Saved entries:
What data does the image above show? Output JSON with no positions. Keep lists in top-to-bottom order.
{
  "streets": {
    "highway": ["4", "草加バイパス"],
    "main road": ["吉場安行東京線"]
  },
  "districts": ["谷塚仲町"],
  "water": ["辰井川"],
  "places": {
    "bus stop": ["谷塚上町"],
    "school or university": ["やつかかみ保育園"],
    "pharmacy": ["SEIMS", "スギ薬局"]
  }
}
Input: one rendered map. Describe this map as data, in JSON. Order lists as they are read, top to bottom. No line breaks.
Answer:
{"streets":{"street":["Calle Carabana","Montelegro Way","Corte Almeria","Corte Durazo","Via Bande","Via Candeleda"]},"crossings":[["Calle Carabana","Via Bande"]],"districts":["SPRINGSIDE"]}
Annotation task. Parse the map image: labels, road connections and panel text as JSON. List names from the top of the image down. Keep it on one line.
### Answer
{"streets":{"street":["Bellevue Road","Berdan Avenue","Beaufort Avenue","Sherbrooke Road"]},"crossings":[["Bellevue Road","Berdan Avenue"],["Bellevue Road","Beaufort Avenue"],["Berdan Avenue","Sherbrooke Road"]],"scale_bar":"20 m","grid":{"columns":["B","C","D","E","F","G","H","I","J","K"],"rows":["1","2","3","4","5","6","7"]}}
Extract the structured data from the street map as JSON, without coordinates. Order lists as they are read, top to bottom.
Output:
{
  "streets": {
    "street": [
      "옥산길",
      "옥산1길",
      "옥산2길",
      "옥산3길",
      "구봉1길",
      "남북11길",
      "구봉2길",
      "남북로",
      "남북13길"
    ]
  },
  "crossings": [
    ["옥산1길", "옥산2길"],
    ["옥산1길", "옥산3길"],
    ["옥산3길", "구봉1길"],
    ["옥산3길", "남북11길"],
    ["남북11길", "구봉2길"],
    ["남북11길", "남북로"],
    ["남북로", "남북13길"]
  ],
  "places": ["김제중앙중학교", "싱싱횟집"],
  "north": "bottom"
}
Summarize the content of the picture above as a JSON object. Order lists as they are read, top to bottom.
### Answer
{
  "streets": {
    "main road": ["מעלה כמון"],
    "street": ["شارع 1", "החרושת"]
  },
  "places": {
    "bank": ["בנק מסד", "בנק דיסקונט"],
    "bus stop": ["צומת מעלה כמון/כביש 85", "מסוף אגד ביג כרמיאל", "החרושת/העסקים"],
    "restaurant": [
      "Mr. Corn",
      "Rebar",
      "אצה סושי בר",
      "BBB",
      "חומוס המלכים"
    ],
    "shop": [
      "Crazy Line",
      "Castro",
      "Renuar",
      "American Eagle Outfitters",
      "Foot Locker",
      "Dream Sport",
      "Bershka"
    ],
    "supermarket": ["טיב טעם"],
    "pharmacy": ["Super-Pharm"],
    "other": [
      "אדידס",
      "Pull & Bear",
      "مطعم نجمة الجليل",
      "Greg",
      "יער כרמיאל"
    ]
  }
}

#### Work request
Show the lines of the entries that include the string "from", copying each in full.

#### Response to the task
Annotation task. Parse the map image: labels, road connections and panel text as JSON. List names from the top of the image down. Keep it on one line.
Extract the structured data from the street map as JSON, without coordinates. Order lists as they are read, top to bottom.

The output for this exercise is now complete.